Riley runs madly ahead, whooping and hollering and waving his arms in the air. I blink, and then I am on the ground on my back, and people are lifting me onto a crude stretcher. I can see Kagura being carried on another stretcher despite her protests, and then my vision is full of Callie, who has swooped down from somewhere in the noise to envelop me in a tight hug that robs me of the rest of my breath.

“You nearly gave me a heart attack!” She weeps, our combined weight forcing the medical personnel to lower the stretcher to the forest floor. “Where did you go? Why did you run off like that? I told you never to do anything like that to me again. You liar!”

I can only manage a halfhearted “Callie…” before the men lift me again and carry me through the woods on a babble of excited voices and cheers.
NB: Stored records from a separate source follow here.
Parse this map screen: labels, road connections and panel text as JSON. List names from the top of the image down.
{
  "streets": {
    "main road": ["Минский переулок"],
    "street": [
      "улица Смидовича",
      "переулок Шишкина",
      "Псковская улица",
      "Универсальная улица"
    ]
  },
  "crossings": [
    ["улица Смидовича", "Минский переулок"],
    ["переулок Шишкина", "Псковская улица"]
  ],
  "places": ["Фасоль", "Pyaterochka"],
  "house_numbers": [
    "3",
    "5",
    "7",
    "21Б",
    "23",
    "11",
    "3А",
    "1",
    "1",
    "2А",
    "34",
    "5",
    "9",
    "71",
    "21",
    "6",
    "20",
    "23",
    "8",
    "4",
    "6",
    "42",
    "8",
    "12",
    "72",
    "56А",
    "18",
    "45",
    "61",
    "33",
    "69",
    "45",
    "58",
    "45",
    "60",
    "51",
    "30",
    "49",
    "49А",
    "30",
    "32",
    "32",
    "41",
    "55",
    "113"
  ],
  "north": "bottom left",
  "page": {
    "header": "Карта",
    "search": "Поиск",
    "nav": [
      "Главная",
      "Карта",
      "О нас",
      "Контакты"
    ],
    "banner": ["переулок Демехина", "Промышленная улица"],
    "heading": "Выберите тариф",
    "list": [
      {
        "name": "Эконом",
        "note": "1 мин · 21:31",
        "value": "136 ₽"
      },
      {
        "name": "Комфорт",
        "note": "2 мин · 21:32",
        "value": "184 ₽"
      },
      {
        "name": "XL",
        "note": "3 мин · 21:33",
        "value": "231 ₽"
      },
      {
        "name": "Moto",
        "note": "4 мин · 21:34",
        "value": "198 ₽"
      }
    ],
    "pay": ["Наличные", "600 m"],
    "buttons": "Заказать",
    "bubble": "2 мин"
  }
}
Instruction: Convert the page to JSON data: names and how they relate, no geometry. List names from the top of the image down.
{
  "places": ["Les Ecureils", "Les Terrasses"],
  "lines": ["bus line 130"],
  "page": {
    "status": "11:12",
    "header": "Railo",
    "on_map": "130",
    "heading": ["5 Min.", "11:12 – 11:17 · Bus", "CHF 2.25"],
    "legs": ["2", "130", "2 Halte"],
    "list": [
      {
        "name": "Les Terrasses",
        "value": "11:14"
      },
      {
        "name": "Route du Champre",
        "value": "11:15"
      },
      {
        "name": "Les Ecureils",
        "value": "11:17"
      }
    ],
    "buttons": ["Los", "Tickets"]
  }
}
When I wake up next, it is to the sticky-sweet, sanitized smell of the hospital. Callie is huddled at my bed and dozing off, her hands clasped around one of my own, but my faint movement is enough to wake her. She lifts her head, her eyes red-rimmed, but the smile on her face is the widest I’ve ever seen.

“H’llo,” I mumble.

“Hi, yourself.” Callie dashes at her eyes with the back of her hand. “You have a cut on your back, but it looks worse than it actually is. They said you’re just mostly exhausted, and they can send you home tomorrow. But they wanted to keep you under observation tonight to make sure you didn’t have any other injuries. Which is why I can do this.” She gives me a light thwack on my nose, a swat one might use to belittle a puppy, and I yelp. “Whatever possessed you to run into the woods like that?”

“I didn’t—”

“You’ve been gone for two days! I thought Auntie was going to have a heart attack. Even Saya joined the search for you. We were all so worried. Every time the rescuers found a body, I kept expecting it to be yours.” A sob bubbles from her throat. “How did you find Kagura? And what happened to the rest of the Ghost Haunts guys?”